Date of Completion

Spring 5-10-2009

Thesis Advisor(s)

Xiuchun Tian

Honors Major

Animal Science


Animal Sciences | Cell Biology | Other Cell and Developmental Biology


Embryonic stem cells are unique in their ability to grow indefinitely while maintaining both pluripotency and self-renewal capabilities. These stem cells could be the answer to solving many of the debilitating and devastating diseases suffered by humans. Recently, the use of human derived embryonic stem cells has been effective in animal models in the treatment of spinal cord injuries (Kierstead et al., 2005).

Although the study of embryonic stem cells has become increasingly popular in the last decade, there is still much research to be done to increase the expression of valuable embryonic proteins which will induce pluripotency in the cell. These proteins have been found to reprogram murine somatic cells into induced pluripotent stem (iPS) cells (Takahashi and Yamanaka, 2006). Research conducted in the last decade has revealed four transcription factors which are vital to the induction of pluripotency in differentiated cells. iPS cells are derived using these purified proteins through protein transfection.

This study focused on four of these transcription factors, Oct4, Sox2, Myc, and Klf4. Although each of these factors has different functions many of them act synergistically to promote pluripotency and self-renewal. To increase the expression of these transcription factors by a host cell, Escherichia coli, genes for the chaperone protein and transcription factors are induced using combinations of tetracycline and L-arabinose.

Chaperone plasmids increase protein folding and the ability of the host to express foreign DNA. The purpose of this study was to combine the four transcription factors with one of the two chaperone plasmids, pG-Tf2 and

pG-KJE8 which have been given different inducers to determine which combination for each transcription factor has the highest expression. In order to determine this, bacterial host cell colonies were raised to contain one of the four factors. Each colony was raised with one of the two chaperone plasmids. Colonies which contained the pG-Tf2 plasmid were induced using tetracycline only since they only contained one promoter region. Colonies containing the pG-KJE8 plasmid were induced with either tetracycline, L-arabinose or both since it contains two promoter regions.

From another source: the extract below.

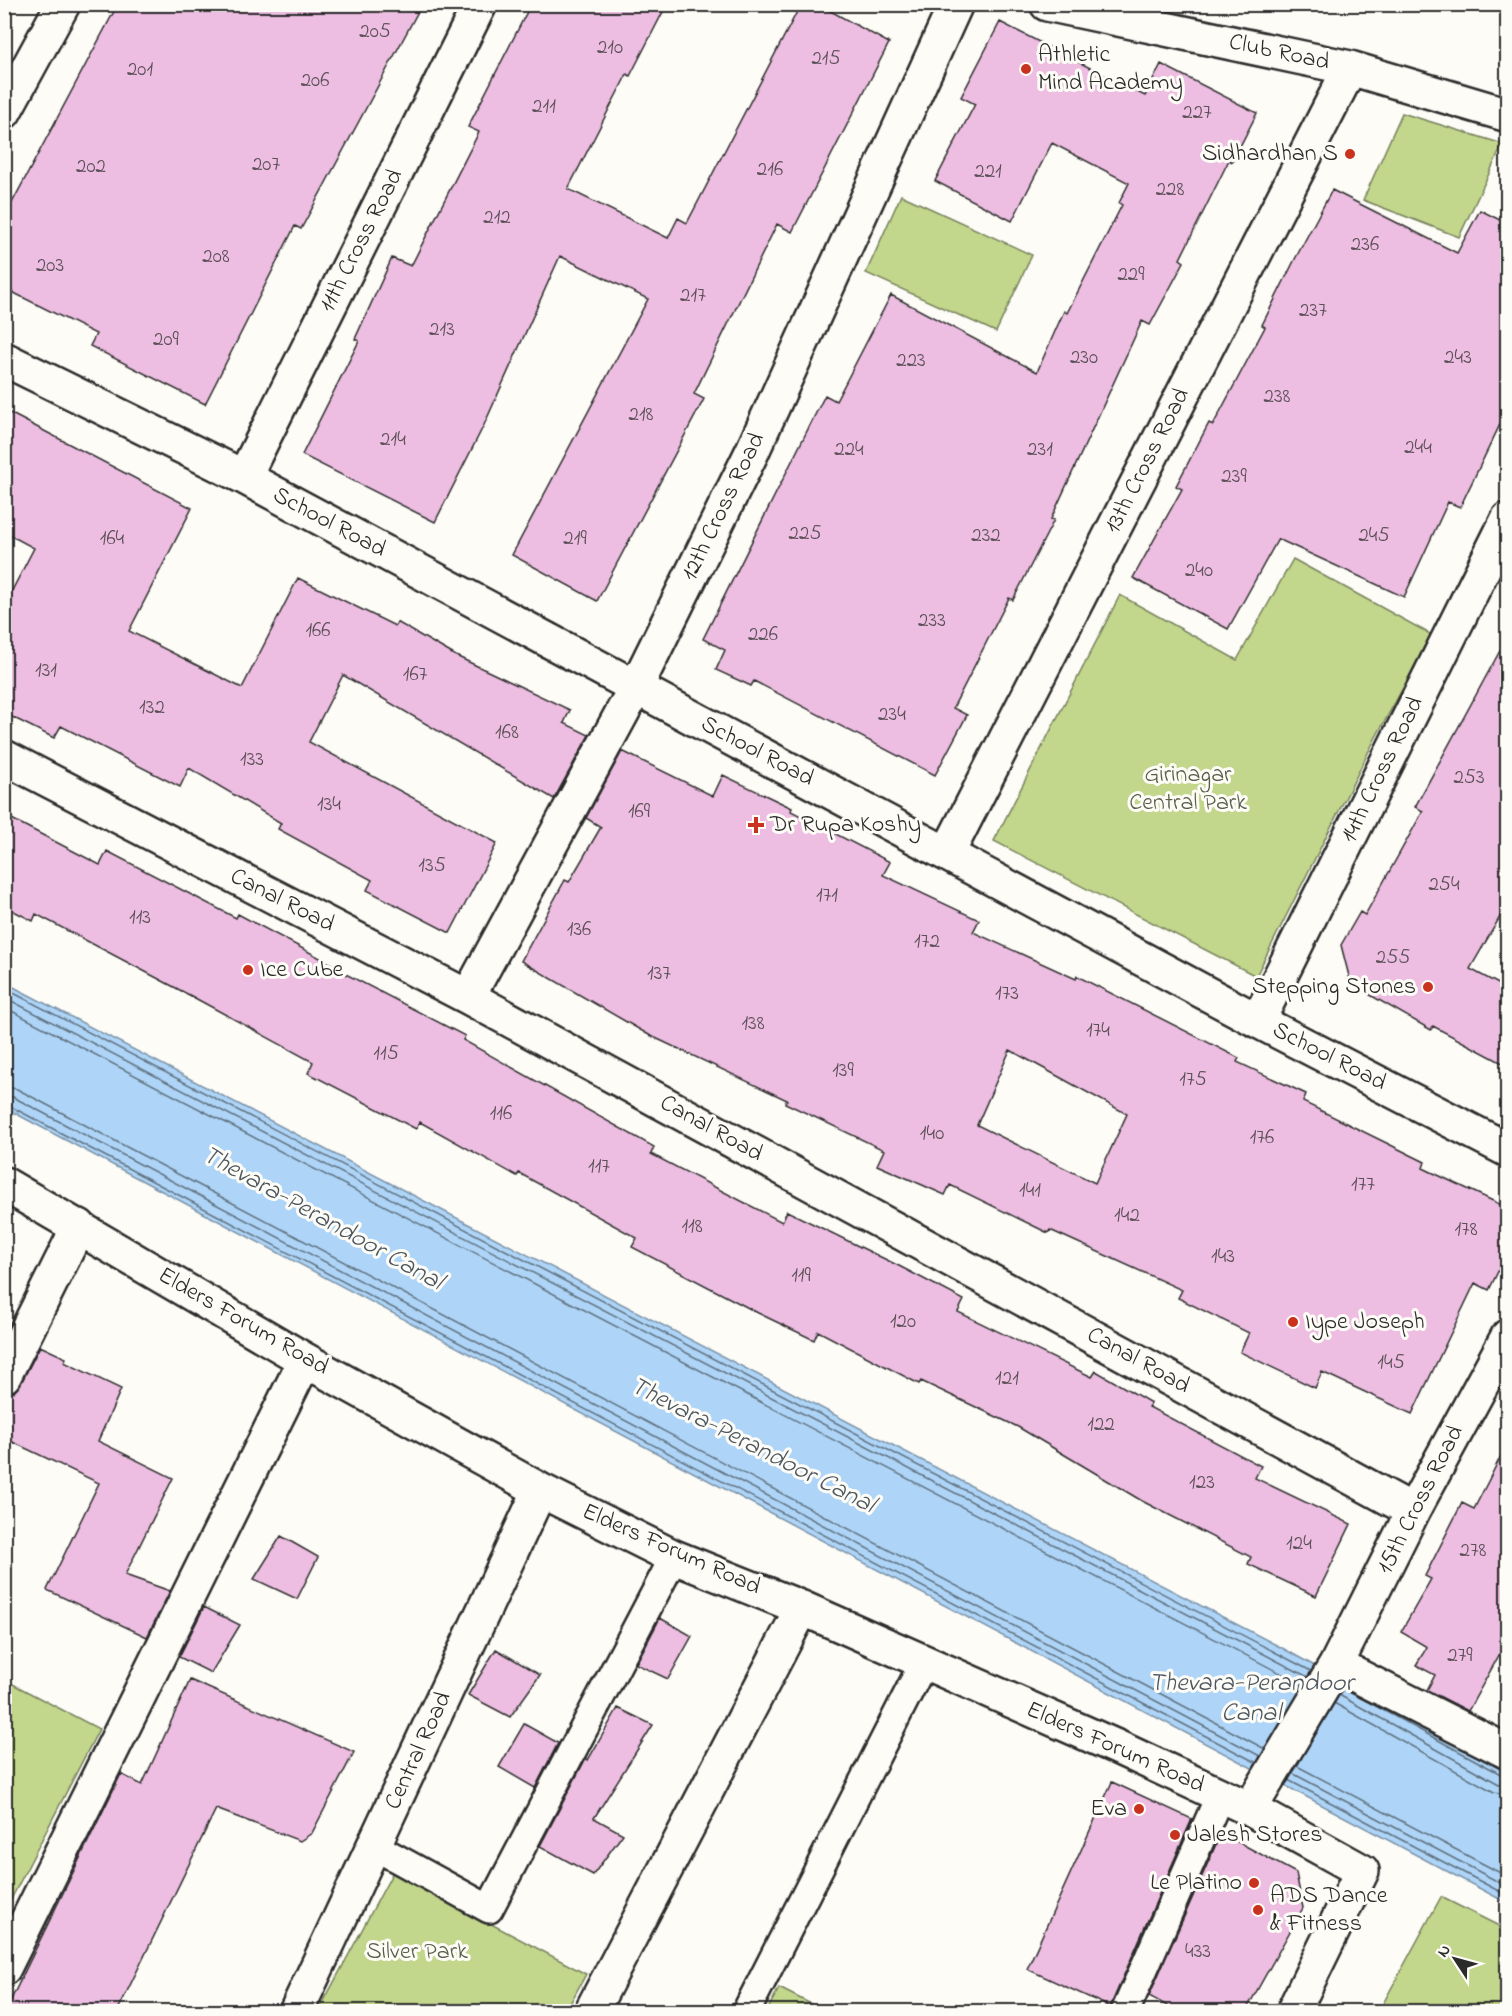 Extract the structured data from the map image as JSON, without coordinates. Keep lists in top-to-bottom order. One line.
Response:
{"streets":{"street":["Club Road","11th Cross Road","13th Cross Road","12th Cross Road","School Road","14th Cross Road","Canal Road","Elders Forum Road","15th Cross Road","Central Road"]},"crossings":[["Club Road","13th Cross Road"],["11th Cross Road","School Road"],["13th Cross Road","School Road"],["12th Cross Road","School Road"],["12th Cross Road","Canal Road"],["School Road","14th Cross Road"],["Canal Road","15th Cross Road"],["Elders Forum Road","15th Cross Road"],["Elders Forum Road","Central Road"]],"water":["Thevara-Perandoor Canal"],"parks":["Girinagar Central Park","Silver Park"],"places":{"other":["Athletic Mind Academy","Sidhardhan S","Ice Cube","Stepping Stones","Iype Joseph","Eva","Jalesh Stores","Le Platino","ADS Dance & Fitness"],"health":["Dr Rupa Koshy"]},"house_numbers":["205","210","215","201","206","211","227","207","202","216","221","228","212","236","208","203","229","217","237","213","209","230","243","223","238","218","214","244","224","231","239","225","232","245","164","219","240","233","166","226","131","167","132","234","168","133","253","134","169","135","254","171","113","136","172","255","137","173","138","174","115","139","175","116","140","176","117","177","141","142","118","178","143","119","120","145","121","122","123","124","278","279","433"],"north":"top left"}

When the pG-Tf2 chaperone plasmid was used there was positive expression in the Sox2 colonies but no expression was seen in the soluble fraction of any other colony. pG-KJE8 induced with only tetracycline had no expression in any colony. Induction with L-arabinose produced a positive result in the Sox2 and Oct4 colonies. When pG-KJE8 was induced with tetracycline and L-arabinose there was no expression in the soluble fraction from any colony. None of the four conditions tested provided any response in the soluble fraction from Myc or Klf4 indicating the need for further research on the best conditions for expression of these proteins.